Well I re-read that Pynchon letter, and I think, as Mark and alice suggested, that I got his point about Vietnam wrong. 

Pynchon says that when he was writing in V about the Sudwest stuff he "was thinking of the 1904 campaign as a sort of dress rehearsal for what happened to the Jews in the '30's and '40's'". OK, well I got that point. 

But what I think I got wrong was, Pynchon didn't draw the connection between the Sudwest material and Vietnam until after he wrote V (but while he was writing GR).
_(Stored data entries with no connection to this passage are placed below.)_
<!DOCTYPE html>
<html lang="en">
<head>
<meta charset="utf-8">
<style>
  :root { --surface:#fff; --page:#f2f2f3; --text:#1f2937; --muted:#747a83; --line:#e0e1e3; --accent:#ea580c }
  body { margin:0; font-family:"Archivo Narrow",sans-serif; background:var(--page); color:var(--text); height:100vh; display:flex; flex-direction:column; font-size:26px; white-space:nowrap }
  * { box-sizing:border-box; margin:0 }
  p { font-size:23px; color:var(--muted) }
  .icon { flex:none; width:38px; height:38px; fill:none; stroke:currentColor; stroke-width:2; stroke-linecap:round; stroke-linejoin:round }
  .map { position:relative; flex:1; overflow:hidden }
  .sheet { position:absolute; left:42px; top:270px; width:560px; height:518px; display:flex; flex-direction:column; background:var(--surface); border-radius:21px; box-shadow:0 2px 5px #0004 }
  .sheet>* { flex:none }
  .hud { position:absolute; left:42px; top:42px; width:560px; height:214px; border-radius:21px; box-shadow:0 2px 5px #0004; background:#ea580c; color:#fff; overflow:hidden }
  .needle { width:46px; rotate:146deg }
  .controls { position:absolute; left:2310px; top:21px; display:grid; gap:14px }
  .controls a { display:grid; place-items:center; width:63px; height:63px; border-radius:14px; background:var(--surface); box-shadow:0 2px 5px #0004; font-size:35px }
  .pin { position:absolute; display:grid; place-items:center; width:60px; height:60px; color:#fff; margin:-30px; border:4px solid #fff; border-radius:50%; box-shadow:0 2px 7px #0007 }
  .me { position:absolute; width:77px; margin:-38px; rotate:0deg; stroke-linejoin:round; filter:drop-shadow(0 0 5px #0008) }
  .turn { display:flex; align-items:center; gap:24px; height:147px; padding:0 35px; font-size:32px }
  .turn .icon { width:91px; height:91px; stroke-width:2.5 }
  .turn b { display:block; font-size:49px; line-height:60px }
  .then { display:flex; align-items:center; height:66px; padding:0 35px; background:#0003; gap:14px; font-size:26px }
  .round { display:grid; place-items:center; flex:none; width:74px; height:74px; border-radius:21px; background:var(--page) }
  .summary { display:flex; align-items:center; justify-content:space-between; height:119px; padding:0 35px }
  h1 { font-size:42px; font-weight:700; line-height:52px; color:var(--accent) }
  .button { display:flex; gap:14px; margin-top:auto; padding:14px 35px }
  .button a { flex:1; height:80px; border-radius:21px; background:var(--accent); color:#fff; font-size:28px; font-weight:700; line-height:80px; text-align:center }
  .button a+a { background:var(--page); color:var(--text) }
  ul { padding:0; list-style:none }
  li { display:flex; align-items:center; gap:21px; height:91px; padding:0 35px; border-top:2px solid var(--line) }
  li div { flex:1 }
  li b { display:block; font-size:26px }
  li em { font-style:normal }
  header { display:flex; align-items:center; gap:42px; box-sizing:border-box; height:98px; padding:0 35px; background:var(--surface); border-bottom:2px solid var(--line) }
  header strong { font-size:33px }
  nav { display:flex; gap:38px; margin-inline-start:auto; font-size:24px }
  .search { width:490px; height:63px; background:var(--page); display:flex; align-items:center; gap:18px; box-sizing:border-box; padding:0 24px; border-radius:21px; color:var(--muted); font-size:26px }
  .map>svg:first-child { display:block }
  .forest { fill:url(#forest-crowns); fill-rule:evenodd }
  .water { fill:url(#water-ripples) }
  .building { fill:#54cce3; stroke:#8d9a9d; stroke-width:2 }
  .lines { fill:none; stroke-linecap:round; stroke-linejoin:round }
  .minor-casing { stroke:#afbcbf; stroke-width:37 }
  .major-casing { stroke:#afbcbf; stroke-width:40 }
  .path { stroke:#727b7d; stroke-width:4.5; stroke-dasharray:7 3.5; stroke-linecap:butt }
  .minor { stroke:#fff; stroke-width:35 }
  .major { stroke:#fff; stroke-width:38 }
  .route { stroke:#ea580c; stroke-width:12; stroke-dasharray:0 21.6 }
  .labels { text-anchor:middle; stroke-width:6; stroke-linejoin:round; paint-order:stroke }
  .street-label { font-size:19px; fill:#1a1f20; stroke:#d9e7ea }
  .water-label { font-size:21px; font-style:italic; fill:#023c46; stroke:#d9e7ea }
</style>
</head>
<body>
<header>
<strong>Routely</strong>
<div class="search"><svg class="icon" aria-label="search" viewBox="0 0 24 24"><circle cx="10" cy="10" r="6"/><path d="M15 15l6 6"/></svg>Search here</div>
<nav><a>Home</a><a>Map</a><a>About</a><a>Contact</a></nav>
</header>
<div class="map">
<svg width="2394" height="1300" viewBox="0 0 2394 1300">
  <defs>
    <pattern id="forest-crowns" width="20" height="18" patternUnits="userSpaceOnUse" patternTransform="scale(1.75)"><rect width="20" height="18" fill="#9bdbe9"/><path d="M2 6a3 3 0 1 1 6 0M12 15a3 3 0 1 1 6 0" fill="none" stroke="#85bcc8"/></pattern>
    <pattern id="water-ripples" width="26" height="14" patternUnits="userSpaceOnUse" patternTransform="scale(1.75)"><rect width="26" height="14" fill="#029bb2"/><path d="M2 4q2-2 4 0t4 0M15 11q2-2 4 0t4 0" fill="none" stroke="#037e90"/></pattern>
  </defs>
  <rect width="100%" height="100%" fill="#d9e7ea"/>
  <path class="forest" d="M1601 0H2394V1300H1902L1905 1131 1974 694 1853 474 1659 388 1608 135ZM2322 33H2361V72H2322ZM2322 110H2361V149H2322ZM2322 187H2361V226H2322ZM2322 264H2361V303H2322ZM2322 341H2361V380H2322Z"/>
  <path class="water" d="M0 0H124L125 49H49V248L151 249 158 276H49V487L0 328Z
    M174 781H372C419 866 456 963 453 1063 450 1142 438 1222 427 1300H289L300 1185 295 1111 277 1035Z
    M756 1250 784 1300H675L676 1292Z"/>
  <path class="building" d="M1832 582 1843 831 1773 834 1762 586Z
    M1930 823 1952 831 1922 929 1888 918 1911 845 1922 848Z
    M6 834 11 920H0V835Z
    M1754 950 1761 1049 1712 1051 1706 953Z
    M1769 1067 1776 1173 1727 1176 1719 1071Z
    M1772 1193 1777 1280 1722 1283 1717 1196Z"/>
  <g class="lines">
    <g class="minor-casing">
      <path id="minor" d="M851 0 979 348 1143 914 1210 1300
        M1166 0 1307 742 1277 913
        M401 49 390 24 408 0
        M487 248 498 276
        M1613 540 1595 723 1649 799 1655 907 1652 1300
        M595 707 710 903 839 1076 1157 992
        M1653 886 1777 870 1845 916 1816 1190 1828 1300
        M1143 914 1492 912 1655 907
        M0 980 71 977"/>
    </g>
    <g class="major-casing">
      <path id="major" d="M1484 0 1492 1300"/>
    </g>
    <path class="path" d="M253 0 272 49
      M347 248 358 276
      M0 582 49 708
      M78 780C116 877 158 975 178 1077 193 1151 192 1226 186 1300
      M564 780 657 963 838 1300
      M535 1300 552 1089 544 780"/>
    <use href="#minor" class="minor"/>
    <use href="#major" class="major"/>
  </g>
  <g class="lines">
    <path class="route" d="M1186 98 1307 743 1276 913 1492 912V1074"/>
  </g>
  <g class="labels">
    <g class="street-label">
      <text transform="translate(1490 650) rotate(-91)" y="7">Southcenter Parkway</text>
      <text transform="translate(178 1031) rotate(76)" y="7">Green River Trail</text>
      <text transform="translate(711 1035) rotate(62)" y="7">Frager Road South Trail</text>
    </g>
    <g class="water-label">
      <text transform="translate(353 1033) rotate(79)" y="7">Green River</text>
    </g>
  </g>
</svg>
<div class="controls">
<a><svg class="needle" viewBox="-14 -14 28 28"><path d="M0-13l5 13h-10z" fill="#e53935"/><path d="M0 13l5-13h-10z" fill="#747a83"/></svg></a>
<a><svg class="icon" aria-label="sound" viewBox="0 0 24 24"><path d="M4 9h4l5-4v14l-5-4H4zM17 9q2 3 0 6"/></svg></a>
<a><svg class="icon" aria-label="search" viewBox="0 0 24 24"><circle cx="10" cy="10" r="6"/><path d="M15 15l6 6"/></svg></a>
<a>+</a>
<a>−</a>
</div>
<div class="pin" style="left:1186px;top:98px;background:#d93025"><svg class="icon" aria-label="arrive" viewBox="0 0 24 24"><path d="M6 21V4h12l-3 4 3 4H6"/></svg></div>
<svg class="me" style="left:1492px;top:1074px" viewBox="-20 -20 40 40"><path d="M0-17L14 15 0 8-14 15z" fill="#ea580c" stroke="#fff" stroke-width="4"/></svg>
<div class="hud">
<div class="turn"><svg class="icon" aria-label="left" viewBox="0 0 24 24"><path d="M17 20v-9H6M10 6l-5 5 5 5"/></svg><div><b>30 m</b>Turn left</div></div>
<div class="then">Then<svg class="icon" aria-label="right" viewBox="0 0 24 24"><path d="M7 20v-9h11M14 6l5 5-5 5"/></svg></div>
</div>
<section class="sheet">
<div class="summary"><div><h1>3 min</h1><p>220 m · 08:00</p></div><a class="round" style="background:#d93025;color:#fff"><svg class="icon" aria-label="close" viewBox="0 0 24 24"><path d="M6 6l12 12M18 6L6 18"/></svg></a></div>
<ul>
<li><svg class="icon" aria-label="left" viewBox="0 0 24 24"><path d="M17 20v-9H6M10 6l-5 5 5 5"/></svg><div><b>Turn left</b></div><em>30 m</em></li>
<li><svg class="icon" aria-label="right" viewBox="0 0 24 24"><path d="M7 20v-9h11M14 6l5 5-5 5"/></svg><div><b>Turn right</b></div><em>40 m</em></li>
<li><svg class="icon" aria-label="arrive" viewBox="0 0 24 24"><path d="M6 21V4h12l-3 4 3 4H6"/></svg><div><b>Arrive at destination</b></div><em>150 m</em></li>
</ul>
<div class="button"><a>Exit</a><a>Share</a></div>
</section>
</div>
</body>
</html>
At least that's how I read his letter.

Agreeing nonetheless with Joseph: Pynchon's novels aren't an essay about how 1904 SW Africa is like Vietnam or Nazism or whatever. It's more like Mark said, that Pynchon's fiction reflects his sense (or fear or vision) of an underlying pattern.

And thinking of the beauty of the individual and the beauty of entire 
cultures, I think that Pynchon's novels make broad swaths against some cultures for 
exterminating other cultures, and I think he raises some individuals 
against the broad pattern. And I just saw a mouse scurry across my alley in the street light.

alice, I hope your son returns home safely. May peace be had. Since you mentioned O'Brien and children and since I just reiterated that a novel's not an essay: http://www.theatlantic.com/magazine/print/2009/09/telling-tails/7533/

Thanks, and well done, for hosting this chapter, Joseph.